Topics of interest of this mini-symposium include, but are not limited to:

- High-performance computing of combustion applications

- Combustion simulation on hybrid architectures

- Numerical schemes, models and algorithms, e.g. adaptive mesh refinement

- Software engineering for combustion applications, including code coupling

- Specific phenomena in combustion, e.g. droplets, detonation, explosions, ignition, quenching, flame-wall interaction

MS4- Geophysical image estimation by inversion

Organizers: Antoine Guitton (Total S.A., France), Matteo Ravasi (KAUST, KSA)

Jon Claerbout, the founder of the Stanford Exploration Project and father of many breakthroughs in seismic imaging and inversion, often narrates this story that took place in the 80’s: as he was invited to give a presentation at one of the biggest oil and gas seismic contractor, he suggested to give a talk about inversion and its potential benefits for seismic processing. To his astonishment, he received a resounding push back from one of the (famous) senior geophysicists who claimed that no one in his right mind would be interested in hearing about inversion and that he should stick to more conventional approaches in his presentation. 

Fortunately for us, much has changed, and inversion is at the core of most (if not all) of the recent technological advancements of the past decade in geophysical data processing. In fact, all the conventional approaches that this skeptical geophysicist was so eager to listen to are adjoints of forward linear operators that can be used in an inversion framework!

In a quest to use more and more information from geophysical data to better characterize subsurface properties, geophysicists are pushing the frontiers of inversion in terms of volume of data processed (100’s of Terabytes), of the complexity of the physical processes considered (full modeling of elastic effects and inclusion of all wave phenomena, such as multiples) and of the diversity of the data inverted for (e.g. from gravity, controlled source electromagnetic, or magnetotelluric.) These ambitious goals require inversion engines that can scale to thousands of nodes in a robust manner to deliver usable results on time. 

This mini symposium seeks contributions illustrating the state-of-the-art in inversion applied to geophysical data. In particular, the following topics would be of particular interest:

  • Elastic and/or acoustic full waveform inversion of seismic data in time or frequency domain (including reflection waveform inversion.)
  • Elastic and/or acoustic least-squares imaging (e.g. LSRTM).
  • Algorithmic and computational optimization of wave-equation solvers (acoustic/elastic) on a cluster.
  • Imaging and inversion of seismic data with internal or surface-related multiples.
  • Direct inversion with inverse scattering series (i.e. Marchenko).
  • Multi-physics inversion techniques, merging different types of data to derive a subsurface model.

These themes illustrate the challenges posed by geophysical data in current oil and gas exploration/production environments (but not limited to) and how geophysicist tackle them.

MS5- Parallel Algorithms

Organizers:  Guillaume Houzeaux and Ricard Borrell (Barcelona Supercomputing Center, Spain) 

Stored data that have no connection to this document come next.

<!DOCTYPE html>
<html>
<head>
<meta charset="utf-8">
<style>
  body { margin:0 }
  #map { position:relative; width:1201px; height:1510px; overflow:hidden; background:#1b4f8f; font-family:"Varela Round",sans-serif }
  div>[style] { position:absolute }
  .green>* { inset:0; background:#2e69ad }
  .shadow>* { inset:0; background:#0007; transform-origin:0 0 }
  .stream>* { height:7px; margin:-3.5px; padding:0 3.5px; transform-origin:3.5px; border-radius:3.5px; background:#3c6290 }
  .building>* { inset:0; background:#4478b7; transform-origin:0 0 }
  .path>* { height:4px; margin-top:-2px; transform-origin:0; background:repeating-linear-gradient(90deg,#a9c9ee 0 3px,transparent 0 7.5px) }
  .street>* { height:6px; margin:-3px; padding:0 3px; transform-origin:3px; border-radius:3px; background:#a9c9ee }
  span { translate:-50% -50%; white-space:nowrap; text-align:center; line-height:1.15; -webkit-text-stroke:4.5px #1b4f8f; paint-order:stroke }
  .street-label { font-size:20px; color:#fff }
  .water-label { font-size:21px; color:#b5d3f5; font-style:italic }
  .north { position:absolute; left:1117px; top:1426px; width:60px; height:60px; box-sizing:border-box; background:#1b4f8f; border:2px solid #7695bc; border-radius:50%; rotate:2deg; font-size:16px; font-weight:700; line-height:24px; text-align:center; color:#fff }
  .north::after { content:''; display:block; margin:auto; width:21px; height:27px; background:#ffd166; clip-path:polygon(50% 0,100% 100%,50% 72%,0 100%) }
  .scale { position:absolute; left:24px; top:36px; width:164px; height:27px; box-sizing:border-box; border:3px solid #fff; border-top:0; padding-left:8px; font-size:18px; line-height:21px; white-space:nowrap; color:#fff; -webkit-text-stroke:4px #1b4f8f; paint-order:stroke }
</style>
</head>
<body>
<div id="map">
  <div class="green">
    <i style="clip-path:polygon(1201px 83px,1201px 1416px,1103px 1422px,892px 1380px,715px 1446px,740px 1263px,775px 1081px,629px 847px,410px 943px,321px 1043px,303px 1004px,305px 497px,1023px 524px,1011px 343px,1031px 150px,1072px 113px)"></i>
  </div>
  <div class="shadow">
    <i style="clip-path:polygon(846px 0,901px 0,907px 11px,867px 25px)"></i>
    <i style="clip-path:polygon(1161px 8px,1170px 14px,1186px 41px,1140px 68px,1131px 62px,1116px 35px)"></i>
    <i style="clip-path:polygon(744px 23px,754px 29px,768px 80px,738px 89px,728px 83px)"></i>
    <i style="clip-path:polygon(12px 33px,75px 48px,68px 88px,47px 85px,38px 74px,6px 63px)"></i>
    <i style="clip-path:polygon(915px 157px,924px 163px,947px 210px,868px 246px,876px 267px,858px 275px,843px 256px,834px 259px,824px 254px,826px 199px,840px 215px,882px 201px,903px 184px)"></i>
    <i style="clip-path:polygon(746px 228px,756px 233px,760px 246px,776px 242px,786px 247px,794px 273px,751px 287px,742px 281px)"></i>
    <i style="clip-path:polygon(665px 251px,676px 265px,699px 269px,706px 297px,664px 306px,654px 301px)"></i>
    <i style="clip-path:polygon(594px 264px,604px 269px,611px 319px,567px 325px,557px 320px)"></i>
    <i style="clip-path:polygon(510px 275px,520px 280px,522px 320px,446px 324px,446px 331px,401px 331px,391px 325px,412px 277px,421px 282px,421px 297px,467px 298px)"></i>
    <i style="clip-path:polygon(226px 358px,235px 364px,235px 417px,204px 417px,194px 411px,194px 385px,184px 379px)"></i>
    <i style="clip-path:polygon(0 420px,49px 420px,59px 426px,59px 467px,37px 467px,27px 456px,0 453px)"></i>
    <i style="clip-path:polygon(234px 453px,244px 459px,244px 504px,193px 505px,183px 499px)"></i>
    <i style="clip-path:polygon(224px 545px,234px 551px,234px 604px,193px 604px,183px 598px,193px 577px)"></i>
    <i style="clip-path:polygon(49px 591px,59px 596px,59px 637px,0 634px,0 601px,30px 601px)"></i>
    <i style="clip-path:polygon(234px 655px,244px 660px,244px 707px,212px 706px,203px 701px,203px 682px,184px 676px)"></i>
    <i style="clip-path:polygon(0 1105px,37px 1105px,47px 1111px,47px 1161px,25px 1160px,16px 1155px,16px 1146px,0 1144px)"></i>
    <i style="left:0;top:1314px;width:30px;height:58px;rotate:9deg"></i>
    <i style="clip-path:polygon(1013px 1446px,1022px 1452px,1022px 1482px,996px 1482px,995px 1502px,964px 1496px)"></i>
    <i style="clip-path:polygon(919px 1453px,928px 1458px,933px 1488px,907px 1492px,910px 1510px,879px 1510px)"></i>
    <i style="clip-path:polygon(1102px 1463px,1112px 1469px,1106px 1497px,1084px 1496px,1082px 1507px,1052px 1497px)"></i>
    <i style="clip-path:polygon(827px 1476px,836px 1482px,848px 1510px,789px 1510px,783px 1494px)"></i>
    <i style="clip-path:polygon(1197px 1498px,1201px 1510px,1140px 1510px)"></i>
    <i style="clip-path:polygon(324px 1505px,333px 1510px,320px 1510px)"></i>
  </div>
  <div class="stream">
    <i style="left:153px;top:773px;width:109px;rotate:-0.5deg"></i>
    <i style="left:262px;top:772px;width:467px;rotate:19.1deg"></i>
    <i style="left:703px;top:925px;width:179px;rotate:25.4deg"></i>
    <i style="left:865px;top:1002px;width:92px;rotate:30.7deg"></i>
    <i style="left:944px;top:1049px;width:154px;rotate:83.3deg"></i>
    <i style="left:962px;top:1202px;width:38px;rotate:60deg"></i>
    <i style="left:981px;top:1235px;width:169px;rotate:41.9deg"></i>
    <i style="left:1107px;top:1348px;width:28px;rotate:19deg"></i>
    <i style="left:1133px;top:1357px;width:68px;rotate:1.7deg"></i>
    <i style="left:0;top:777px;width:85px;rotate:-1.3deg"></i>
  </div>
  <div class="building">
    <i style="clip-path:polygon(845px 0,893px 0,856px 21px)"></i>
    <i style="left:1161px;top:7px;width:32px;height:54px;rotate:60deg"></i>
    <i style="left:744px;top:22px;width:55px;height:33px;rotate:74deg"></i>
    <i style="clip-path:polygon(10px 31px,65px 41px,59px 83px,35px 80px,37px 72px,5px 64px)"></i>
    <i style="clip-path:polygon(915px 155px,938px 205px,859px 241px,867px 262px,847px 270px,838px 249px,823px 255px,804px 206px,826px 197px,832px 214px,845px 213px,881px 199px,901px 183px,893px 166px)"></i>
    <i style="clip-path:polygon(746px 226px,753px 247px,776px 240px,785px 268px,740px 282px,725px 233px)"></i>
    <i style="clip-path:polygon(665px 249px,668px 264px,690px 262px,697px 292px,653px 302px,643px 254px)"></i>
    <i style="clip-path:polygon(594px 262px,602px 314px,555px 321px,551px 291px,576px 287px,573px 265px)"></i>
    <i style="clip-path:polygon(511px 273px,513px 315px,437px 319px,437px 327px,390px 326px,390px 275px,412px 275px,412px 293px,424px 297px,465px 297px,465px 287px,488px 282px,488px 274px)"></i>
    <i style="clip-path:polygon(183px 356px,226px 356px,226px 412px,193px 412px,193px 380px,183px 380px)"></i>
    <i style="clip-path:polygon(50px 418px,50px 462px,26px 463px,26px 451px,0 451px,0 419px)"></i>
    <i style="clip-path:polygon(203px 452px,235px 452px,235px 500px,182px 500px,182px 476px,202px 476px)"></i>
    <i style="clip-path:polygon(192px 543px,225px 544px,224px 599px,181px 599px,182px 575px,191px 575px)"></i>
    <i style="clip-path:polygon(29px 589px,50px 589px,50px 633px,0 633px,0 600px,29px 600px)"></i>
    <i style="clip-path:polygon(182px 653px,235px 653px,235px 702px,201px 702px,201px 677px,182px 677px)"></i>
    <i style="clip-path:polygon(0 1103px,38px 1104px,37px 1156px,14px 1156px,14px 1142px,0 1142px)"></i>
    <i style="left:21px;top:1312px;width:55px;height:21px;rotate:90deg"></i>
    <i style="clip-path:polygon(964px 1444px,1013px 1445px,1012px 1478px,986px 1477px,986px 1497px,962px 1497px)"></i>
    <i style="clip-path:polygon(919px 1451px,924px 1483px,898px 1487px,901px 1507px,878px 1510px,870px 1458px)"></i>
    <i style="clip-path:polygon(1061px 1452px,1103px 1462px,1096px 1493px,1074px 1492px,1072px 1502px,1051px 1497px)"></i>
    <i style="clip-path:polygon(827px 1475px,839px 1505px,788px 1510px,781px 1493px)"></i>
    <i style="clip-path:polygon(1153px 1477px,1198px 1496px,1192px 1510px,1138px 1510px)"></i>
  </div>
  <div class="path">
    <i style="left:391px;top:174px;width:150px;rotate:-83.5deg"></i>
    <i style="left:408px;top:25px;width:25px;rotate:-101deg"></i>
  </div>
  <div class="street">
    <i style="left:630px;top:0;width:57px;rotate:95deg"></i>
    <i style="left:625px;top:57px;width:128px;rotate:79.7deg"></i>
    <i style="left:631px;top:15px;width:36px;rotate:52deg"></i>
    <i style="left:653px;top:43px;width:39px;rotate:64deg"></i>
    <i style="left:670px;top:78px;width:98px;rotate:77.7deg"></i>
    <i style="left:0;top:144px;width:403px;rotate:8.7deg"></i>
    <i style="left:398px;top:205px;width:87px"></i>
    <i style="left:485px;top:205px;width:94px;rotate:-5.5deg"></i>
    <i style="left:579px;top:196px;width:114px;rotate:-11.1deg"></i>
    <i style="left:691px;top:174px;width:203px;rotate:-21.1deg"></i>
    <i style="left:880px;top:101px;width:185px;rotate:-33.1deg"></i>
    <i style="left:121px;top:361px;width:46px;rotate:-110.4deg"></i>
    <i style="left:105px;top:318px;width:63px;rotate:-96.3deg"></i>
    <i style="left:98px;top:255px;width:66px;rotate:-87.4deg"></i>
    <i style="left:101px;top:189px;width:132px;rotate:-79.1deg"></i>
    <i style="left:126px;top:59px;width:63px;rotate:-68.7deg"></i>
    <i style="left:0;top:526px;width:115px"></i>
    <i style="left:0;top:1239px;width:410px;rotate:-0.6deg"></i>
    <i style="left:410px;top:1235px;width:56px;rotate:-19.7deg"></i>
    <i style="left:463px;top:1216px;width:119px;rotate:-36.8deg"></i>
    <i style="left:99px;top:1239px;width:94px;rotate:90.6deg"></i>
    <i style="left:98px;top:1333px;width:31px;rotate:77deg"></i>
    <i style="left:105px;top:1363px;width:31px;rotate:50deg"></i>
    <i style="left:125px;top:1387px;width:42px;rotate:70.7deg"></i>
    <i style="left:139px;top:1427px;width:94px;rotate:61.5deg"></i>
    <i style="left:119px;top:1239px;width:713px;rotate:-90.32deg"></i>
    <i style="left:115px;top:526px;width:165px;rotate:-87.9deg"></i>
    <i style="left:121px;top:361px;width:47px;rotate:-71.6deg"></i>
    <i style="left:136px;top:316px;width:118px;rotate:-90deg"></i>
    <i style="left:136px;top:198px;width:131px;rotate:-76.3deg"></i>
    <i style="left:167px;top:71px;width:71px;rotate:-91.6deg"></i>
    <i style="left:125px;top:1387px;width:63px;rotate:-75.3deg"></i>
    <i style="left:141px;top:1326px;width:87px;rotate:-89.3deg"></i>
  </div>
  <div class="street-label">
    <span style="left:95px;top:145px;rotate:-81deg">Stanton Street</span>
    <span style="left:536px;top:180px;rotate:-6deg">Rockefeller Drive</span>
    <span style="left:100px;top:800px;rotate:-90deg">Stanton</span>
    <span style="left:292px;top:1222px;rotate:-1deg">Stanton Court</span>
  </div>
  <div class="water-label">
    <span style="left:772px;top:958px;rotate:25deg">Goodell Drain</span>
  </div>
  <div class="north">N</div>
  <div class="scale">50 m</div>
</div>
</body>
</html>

Parallelisation has traditionally been associated to algebraic solvers, mainly in the context of domain decomposition methods and have focused the attention of theoretical and applied researchers in conferences and journals. However, in comparison, very few papers describing parallelisation or optimisation techniques have been published in the literature concerning the different algorithms and tasks composing a CFD code.

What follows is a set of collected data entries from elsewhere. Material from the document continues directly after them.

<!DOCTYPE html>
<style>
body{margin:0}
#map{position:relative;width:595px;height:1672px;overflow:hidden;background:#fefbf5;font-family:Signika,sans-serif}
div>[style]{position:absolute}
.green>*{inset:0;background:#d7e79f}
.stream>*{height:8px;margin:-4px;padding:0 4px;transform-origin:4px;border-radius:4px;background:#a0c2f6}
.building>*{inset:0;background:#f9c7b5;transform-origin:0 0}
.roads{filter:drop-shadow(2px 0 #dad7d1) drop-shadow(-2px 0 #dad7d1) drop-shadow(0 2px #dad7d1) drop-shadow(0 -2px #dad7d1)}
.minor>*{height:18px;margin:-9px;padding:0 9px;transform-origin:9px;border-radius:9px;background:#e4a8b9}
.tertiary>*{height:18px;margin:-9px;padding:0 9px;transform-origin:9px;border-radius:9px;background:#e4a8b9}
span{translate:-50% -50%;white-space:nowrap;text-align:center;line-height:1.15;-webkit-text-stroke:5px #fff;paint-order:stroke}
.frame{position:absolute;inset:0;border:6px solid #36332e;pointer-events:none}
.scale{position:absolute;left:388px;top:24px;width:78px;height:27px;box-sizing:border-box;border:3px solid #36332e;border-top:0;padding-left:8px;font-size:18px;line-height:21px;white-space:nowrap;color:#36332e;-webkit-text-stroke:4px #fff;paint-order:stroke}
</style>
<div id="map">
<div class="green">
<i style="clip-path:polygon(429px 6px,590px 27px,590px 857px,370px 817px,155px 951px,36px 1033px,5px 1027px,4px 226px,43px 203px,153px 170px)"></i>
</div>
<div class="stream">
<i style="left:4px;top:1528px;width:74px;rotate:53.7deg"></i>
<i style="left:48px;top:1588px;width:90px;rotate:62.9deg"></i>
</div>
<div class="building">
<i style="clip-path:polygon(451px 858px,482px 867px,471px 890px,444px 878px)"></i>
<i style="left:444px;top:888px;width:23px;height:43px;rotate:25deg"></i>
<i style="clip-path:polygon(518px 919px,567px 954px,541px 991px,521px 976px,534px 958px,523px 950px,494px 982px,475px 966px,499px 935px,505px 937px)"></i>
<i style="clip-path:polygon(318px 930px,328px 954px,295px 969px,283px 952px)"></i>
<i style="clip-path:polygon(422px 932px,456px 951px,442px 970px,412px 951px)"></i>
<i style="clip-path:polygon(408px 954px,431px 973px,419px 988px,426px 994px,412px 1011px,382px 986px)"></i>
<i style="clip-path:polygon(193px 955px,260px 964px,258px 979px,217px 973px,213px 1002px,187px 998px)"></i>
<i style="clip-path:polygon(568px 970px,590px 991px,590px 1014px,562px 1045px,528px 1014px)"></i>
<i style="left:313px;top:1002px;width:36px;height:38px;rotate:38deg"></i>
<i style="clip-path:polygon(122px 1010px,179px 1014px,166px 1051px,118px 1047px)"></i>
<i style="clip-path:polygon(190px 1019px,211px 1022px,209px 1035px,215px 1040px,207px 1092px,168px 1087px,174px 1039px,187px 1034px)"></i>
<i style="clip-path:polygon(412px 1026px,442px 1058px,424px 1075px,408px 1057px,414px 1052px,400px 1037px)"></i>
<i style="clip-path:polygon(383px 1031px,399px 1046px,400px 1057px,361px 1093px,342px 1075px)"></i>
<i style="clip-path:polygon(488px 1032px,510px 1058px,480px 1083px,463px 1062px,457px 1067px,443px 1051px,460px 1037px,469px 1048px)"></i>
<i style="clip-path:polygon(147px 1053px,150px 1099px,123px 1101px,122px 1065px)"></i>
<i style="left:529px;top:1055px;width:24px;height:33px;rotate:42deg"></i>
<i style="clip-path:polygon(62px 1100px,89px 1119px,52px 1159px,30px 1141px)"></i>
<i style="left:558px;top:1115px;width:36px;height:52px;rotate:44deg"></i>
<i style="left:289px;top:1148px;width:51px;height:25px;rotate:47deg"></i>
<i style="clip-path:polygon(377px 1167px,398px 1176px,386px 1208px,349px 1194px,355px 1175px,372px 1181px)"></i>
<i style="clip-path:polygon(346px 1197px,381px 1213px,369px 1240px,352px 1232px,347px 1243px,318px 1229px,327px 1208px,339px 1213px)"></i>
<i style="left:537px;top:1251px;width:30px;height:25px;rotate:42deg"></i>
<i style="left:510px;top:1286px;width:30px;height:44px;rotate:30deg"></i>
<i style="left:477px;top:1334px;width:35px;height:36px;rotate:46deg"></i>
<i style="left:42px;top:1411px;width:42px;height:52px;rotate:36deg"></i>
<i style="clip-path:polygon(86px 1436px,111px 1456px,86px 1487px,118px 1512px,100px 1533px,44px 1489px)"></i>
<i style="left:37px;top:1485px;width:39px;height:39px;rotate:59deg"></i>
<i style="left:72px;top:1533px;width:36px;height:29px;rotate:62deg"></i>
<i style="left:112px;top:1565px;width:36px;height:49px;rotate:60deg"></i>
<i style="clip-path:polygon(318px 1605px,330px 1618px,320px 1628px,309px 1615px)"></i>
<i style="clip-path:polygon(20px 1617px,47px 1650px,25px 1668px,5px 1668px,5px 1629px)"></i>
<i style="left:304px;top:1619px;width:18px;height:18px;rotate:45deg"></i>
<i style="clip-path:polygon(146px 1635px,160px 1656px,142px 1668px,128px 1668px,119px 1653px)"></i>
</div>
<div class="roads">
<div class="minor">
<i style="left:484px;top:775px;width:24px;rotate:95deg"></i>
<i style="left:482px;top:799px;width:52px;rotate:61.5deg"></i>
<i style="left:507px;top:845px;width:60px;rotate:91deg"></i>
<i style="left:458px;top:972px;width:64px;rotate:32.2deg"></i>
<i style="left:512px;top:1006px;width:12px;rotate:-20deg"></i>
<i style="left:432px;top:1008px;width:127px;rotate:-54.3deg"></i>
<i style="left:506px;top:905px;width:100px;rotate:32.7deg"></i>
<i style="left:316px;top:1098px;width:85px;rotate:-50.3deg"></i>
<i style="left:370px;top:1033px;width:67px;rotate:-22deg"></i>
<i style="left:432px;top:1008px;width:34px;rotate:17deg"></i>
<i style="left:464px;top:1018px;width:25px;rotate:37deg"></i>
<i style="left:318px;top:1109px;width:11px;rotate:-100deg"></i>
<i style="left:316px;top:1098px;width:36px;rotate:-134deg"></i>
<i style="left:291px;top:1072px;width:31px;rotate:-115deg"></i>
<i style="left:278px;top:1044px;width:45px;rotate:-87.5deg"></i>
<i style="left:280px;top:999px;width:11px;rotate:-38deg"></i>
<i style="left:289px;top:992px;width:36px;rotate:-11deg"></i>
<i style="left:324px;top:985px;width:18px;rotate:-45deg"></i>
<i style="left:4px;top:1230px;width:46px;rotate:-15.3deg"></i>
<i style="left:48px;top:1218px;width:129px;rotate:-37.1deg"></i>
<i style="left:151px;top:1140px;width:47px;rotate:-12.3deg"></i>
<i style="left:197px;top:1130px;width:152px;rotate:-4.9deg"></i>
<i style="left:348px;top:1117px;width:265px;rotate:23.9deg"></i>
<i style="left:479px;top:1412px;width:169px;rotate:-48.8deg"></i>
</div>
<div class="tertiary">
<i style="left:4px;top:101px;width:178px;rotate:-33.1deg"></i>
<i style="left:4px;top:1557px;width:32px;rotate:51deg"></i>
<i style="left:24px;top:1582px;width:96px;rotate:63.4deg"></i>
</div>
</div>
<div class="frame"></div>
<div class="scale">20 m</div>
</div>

This mini-symposium gives the opportunity to the speakers to present parallel algorithms and HPC techniques in a broad sense, and of interest in CFD. We wish to cover HPC techniques at the distributed and shared memory levels; accelerators; load balance issues; programming languages; mathematical algorithm like algebraic solvers; multi-physics coupling strategies, optimization of the various simulation phases, etc.